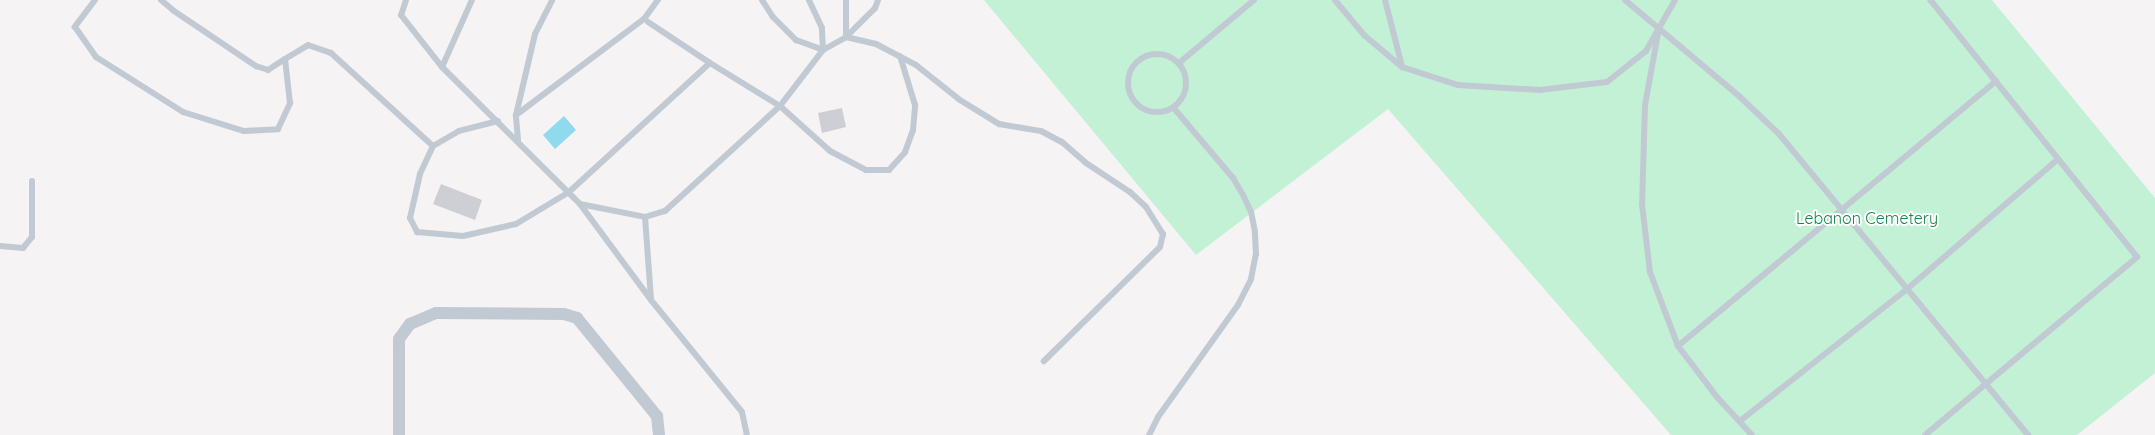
<!DOCTYPE html>
<style>
body{margin:0}
#map{position:relative;width:2155px;height:435px;overflow:hidden;background:#f5f3f3;font-family:Quicksand,sans-serif}
div>[style]{position:absolute}
.green>*{inset:0;background:#c3f1d5}
.water>*{inset:0;background:#90daee}
.building>*{inset:0;background:#cdcfd5}
.lane>*{height:6px;margin:-3px;padding:0 3px;transform-origin:3px;border-radius:3px;background:#c1cad2}
.lane>.ring{margin:-3px;padding:0;box-sizing:content-box;background:none;border:6px solid #c1cad2;border-radius:50%}
.street>*{height:12px;margin:-6px;padding:0 6px;transform-origin:6px;border-radius:6px;background:#c1cad2}
span{translate:-50% -50%;white-space:nowrap;text-align:center;line-height:1.15;-webkit-text-stroke:4px #fff;paint-order:stroke}
.park-label{font-size:16px;color:#17864f}
</style>
<div id="map">
<div class="green">
<i style="clip-path:polygon(984px 0,1992px 0,2155px 198px,2155px 373px,2077px 435px,1671px 435px,1388px 109px,1196px 255px)"></i>
</div>
<div class="water">
<i style="clip-path:polygon(564px 116px,576px 130px,555px 149px,543px 135px)"></i>
</div>
<div class="building">
<i style="clip-path:polygon(842px 108px,846px 127px,822px 133px,818px 113px)"></i>
<i style="clip-path:polygon(441px 184px,482px 200px,475px 220px,433px 204px)"></i>
</div>
<div class="lane">
<i style="left:95px;top:0;width:34px;rotate:127deg"></i>
<i style="left:75px;top:27px;width:37px;rotate:55deg"></i>
<i style="left:96px;top:57px;width:103px;rotate:32.3deg"></i>
<i style="left:183px;top:112px;width:64px;rotate:17.3deg"></i>
<i style="left:244px;top:131px;width:34px;rotate:-3deg"></i>
<i style="left:278px;top:129px;width:29px;rotate:-65deg"></i>
<i style="left:290px;top:103px;width:44px;rotate:-96.5deg"></i>
<i style="left:285px;top:59px;width:27px;rotate:-31deg"></i>
<i style="left:308px;top:45px;width:24px;rotate:19deg"></i>
<i style="left:331px;top:53px;width:138px;rotate:42.4deg"></i>
<i style="left:161px;top:0;width:17px;rotate:40deg"></i>
<i style="left:174px;top:11px;width:99px;rotate:33.9deg"></i>
<i style="left:256px;top:66px;width:13px;rotate:18deg"></i>
<i style="left:268px;top:70px;width:20px;rotate:-33deg"></i>
<i style="left:406px;top:0;width:16px;rotate:108deg"></i>
<i style="left:401px;top:15px;width:66px;rotate:51.7deg"></i>
<i style="left:442px;top:67px;width:194px;rotate:44.8deg"></i>
<i style="left:580px;top:204px;width:119px;rotate:53.5deg"></i>
<i style="left:651px;top:300px;width:144px;rotate:50.9deg"></i>
<i style="left:742px;top:412px;width:24px;rotate:78deg"></i>
<i style="left:762px;top:0;width:20px;rotate:57deg"></i>
<i style="left:773px;top:17px;width:33px;rotate:45deg"></i>
<i style="left:796px;top:40px;width:29px;rotate:20deg"></i>
<i style="left:823px;top:50px;width:26px;rotate:-29deg"></i>
<i style="left:846px;top:37px;width:31px;rotate:13deg"></i>
<i style="left:876px;top:44px;width:45px;rotate:27.7deg"></i>
<i style="left:916px;top:65px;width:56px;rotate:38.5deg"></i>
<i style="left:960px;top:100px;width:46px;rotate:31.6deg"></i>
<i style="left:999px;top:124px;width:43px;rotate:9.5deg"></i>
<i style="left:1041px;top:131px;width:24px;rotate:28deg"></i>
<i style="left:1062px;top:142px;width:32px;rotate:41deg"></i>
<i style="left:1086px;top:163px;width:53px;rotate:33.4deg"></i>
<i style="left:1130px;top:192px;width:22px;rotate:43deg"></i>
<i style="left:1146px;top:207px;width:32px;rotate:58deg"></i>
<i style="left:1163px;top:234px;width:13px;rotate:103deg"></i>
<i style="left:1160px;top:247px;width:163px;rotate:135.5deg"></i>
<i style="left:846px;top:0;width:37px;rotate:90deg"></i>
<i style="left:1335px;top:0;width:45px;rotate:50.4deg"></i>
<i style="left:1364px;top:35px;width:50px;rotate:40.1deg"></i>
<i style="left:1402px;top:67px;width:59px;rotate:17.8deg"></i>
<i style="left:1458px;top:85px;width:82px;rotate:3.5deg"></i>
<i style="left:1540px;top:90px;width:67px;rotate:-6.8deg"></i>
<i style="left:1607px;top:82px;width:50px;rotate:-38.5deg"></i>
<i style="left:1646px;top:51px;width:59px;rotate:-60.4deg"></i>
<i style="left:1385px;top:0;width:68px;rotate:75.6deg"></i>
<i style="left:1625px;top:0;width:150px;rotate:40.1deg"></i>
<i style="left:1740px;top:97px;width:54px;rotate:43.5deg"></i>
<i style="left:1779px;top:134px;width:391px;rotate:50.4deg"></i>
<i style="left:648px;top:22px;width:74px;rotate:33.5deg"></i>
<i style="left:710px;top:63px;width:82px;rotate:31.6deg"></i>
<i style="left:780px;top:106px;width:67px;rotate:42deg"></i>
<i style="left:830px;top:151px;width:41px;rotate:27.8deg"></i>
<i style="left:866px;top:170px;width:23px"></i>
<i style="left:889px;top:170px;width:24px;rotate:-48deg"></i>
<i style="left:905px;top:152px;width:23px;rotate:-70deg"></i>
<i style="left:913px;top:130px;width:25px;rotate:-85deg"></i>
<i style="left:915px;top:105px;width:51px;rotate:-107deg"></i>
<i style="left:1659px;top:28px;width:78px;rotate:100.3deg"></i>
<i style="left:1645px;top:105px;width:99px;rotate:91.7deg"></i>
<i style="left:1642px;top:204px;width:68px;rotate:83.3deg"></i>
<i style="left:1650px;top:272px;width:79px;rotate:69.3deg"></i>
<i style="left:1678px;top:346px;width:64px;rotate:52.6deg"></i>
<i style="left:1717px;top:397px;width:52px;rotate:47.4deg"></i>
<i style="left:846px;top:37px;width:41px;rotate:-45deg"></i>
<i style="left:875px;top:8px;width:9px;rotate:-69deg"></i>
<i class="ring" style="left:1128px;top:54px;width:52px;height:52px"></i>
<i style="left:1179px;top:63px;width:98px;rotate:-40deg"></i>
<i style="left:442px;top:67px;width:73px;rotate:-65.9deg"></i>
<i style="left:516px;top:115px;width:160px;rotate:-36.9deg"></i>
<i style="left:644px;top:19px;width:24px;rotate:-54deg"></i>
<i style="left:498px;top:121px;width:40px;rotate:165.6deg"></i>
<i style="left:459px;top:131px;width:30px;rotate:150deg"></i>
<i style="left:433px;top:146px;width:31px;rotate:115deg"></i>
<i style="left:420px;top:174px;width:45px;rotate:102.8deg"></i>
<i style="left:410px;top:218px;width:16px;rotate:63deg"></i>
<i style="left:417px;top:232px;width:46px;rotate:5deg"></i>
<i style="left:463px;top:236px;width:54px;rotate:-12.8deg"></i>
<i style="left:516px;top:224px;width:62px;rotate:-31.1deg"></i>
<i style="left:569px;top:192px;width:191px;rotate:-42.5deg"></i>
<i style="left:518px;top:140px;width:25px;rotate:-95deg"></i>
<i style="left:516px;top:115px;width:83px;rotate:-76.8deg"></i>
<i style="left:535px;top:34px;width:38px;rotate:-63deg"></i>
<i style="left:580px;top:204px;width:66px;rotate:11.3deg"></i>
<i style="left:645px;top:217px;width:21px;rotate:-17deg"></i>
<i style="left:665px;top:211px;width:156px;rotate:-42.4deg"></i>
<i style="left:780px;top:106px;width:71px;rotate:-52.5deg"></i>
<i style="left:823px;top:50px;width:22px;rotate:-93deg"></i>
<i style="left:822px;top:28px;width:31px;rotate:-115deg"></i>
<i style="left:645px;top:217px;width:81px;rotate:85.8deg"></i>
<i style="left:0;top:246px;width:23px;rotate:5deg"></i>
<i style="left:23px;top:248px;width:14px;rotate:-51deg"></i>
<i style="left:32px;top:237px;width:56px;rotate:-90deg"></i>
<i style="left:1678px;top:346px;width:414px;rotate:-39.8deg"></i>
<i style="left:1740px;top:421px;width:213px;rotate:-38.3deg"></i>
<i style="left:1907px;top:289px;width:199px;rotate:-40.7deg"></i>
<i style="left:1149px;top:435px;width:20px;rotate:-63deg"></i>
<i style="left:1158px;top:417px;width:138px;rotate:-54.5deg"></i>
<i style="left:1238px;top:305px;width:29px;rotate:-63deg"></i>
<i style="left:1251px;top:279px;width:25px;rotate:-79deg"></i>
<i style="left:1256px;top:254px;width:22px;rotate:-93deg"></i>
<i style="left:1255px;top:232px;width:20px;rotate:-101deg"></i>
<i style="left:1251px;top:212px;width:19px;rotate:-115deg"></i>
<i style="left:1243px;top:195px;width:20px;rotate:-120deg"></i>
<i style="left:1233px;top:178px;width:93px;rotate:-130.2deg"></i>
<i style="left:1925px;top:435px;width:277px;rotate:-40deg"></i>
<i style="left:2137px;top:257px;width:330px;rotate:-128.8deg"></i>
</div>
<div class="street">
<i style="left:399px;top:435px;width:96px;rotate:-90deg"></i>
<i style="left:399px;top:339px;width:19px;rotate:-54deg"></i>
<i style="left:410px;top:324px;width:28px;rotate:-23deg"></i>
<i style="left:436px;top:313px;width:128px;rotate:0.4deg"></i>
<i style="left:564px;top:314px;width:14px;rotate:17deg"></i>
<i style="left:577px;top:318px;width:127px;rotate:50.8deg"></i>
<i style="left:657px;top:416px;width:19px;rotate:84deg"></i>
</div>
<div class="park-label">
<span style="left:1867px;top:218px">Lebanon Cemetery</span>
</div>
</div>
=-=-=
- Problem details -
Look over the records. Copy the lines that include the word "font".

- Exercise solution -
#map{position:relative;width:2155px;height:435px;overflow:hidden;background:#f5f3f3;font-family:Quicksand,sans-serif}
.park-label{font-size:16px;color:#17864f}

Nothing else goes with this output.